**Data excerpts**.
^^^^

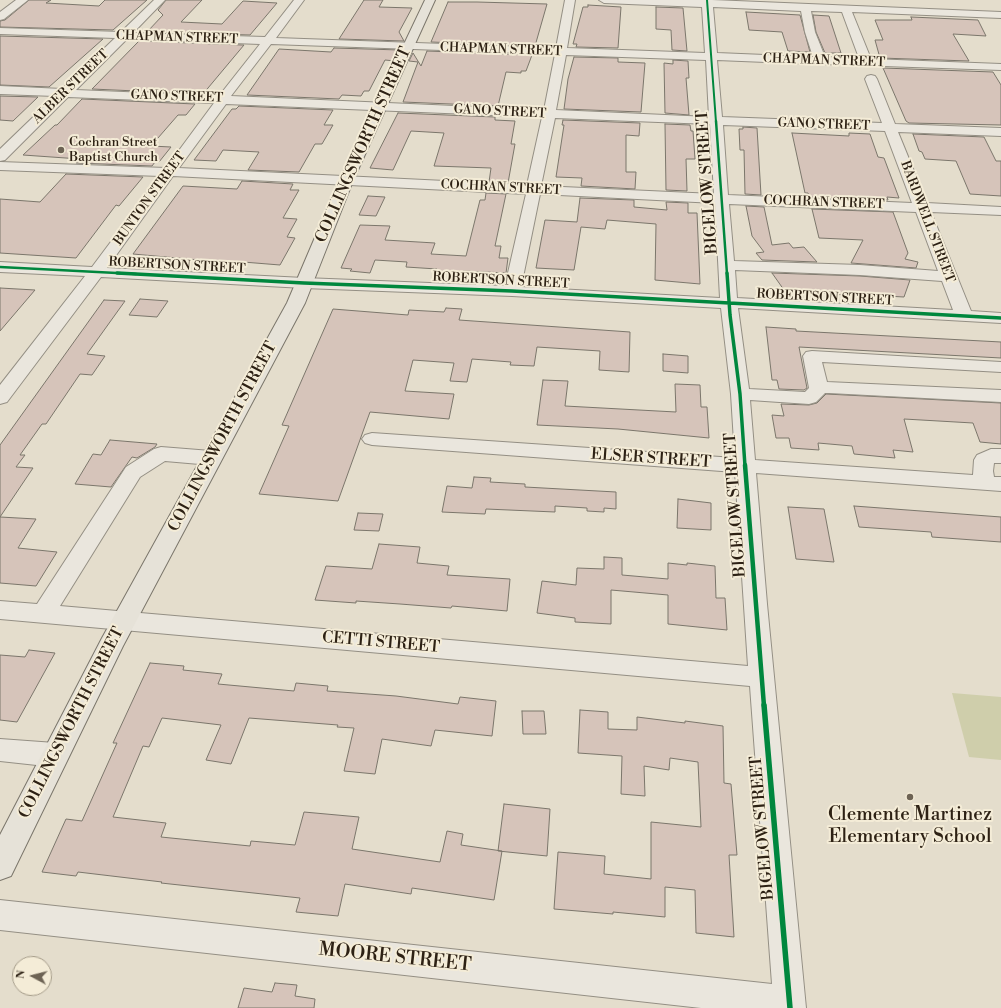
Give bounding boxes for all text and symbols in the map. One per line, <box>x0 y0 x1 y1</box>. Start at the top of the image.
street label: CHAPMAN STREET <box>116 28 238 48</box>
street label: CHAPMAN STREET <box>440 40 562 60</box>
street label: COLLINGSWORTH STREET <box>312 44 416 246</box>
street label: ALBER STREET <box>30 47 112 127</box>
street label: CHAPMAN STREET <box>763 51 885 71</box>
street label: GANO STREET <box>130 88 224 106</box>
street label: GANO STREET <box>453 102 547 122</box>
street label: BIGELOW STREET <box>693 109 723 255</box>
street label: GANO STREET <box>777 116 871 134</box>
place label: Cochran Street Baptist Church <box>69 135 158 166</box>
marker: Cochran Street Baptist Church <box>56 145 66 155</box>
street label: BUNTON STREET <box>111 149 189 249</box>
street label: BARDWELL STREET <box>897 159 957 285</box>
street label: COCHRAN STREET <box>440 177 562 199</box>
street label: COCHRAN STREET <box>763 193 885 213</box>
street label: ROBERTSON STREET <box>108 255 246 277</box>
street label: ROBERTSON STREET <box>432 270 570 292</box>
street label: ROBERTSON STREET <box>756 287 894 309</box>
street label: COLLINGSWORTH STREET <box>165 339 281 535</box>
street label: BIGELOW STREET <box>721 432 751 578</box>
street label: ELSER STREET <box>590 445 712 473</box>
street label: COLLINGSWORTH STREET <box>15 624 129 822</box>
street label: CETTI STREET <box>321 628 441 658</box>
street label: BIGELOW STREET <box>747 755 779 901</box>
marker: Clemente Martinez Elementary School <box>905 792 915 802</box>
place label: Clemente Martinez Elementary School <box>828 804 992 848</box>
street label: MOORE STREET <box>318 939 472 977</box>
north arrow <box>12 956 52 996</box>
text: N <box>14 969 29 980</box>

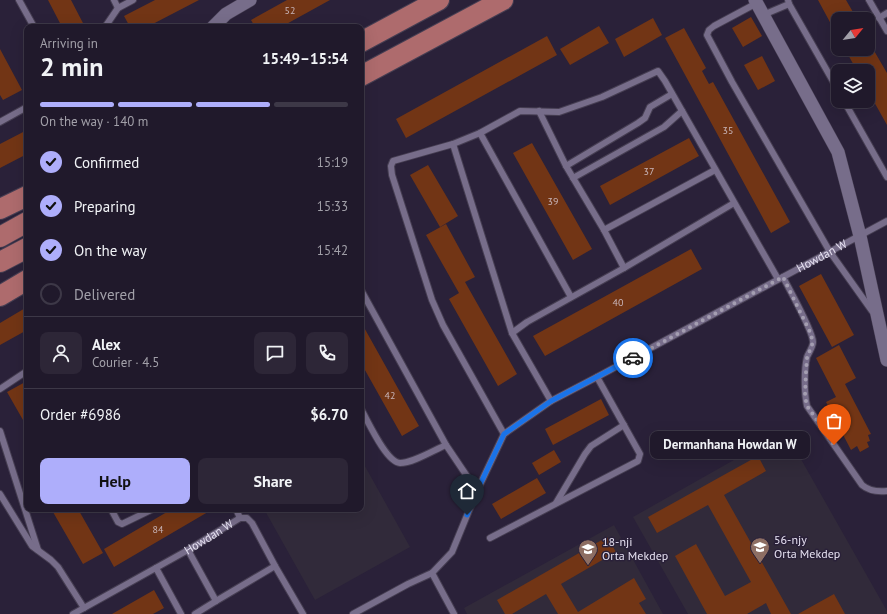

^^^^

**What you are asked to do**. Show a copy of each line from the data that includes the word "GANO".

**Finished task**.
street label: GANO STREET <box>130 88 224 106</box>
street label: GANO STREET <box>453 102 547 122</box>
street label: GANO STREET <box>777 116 871 134</box>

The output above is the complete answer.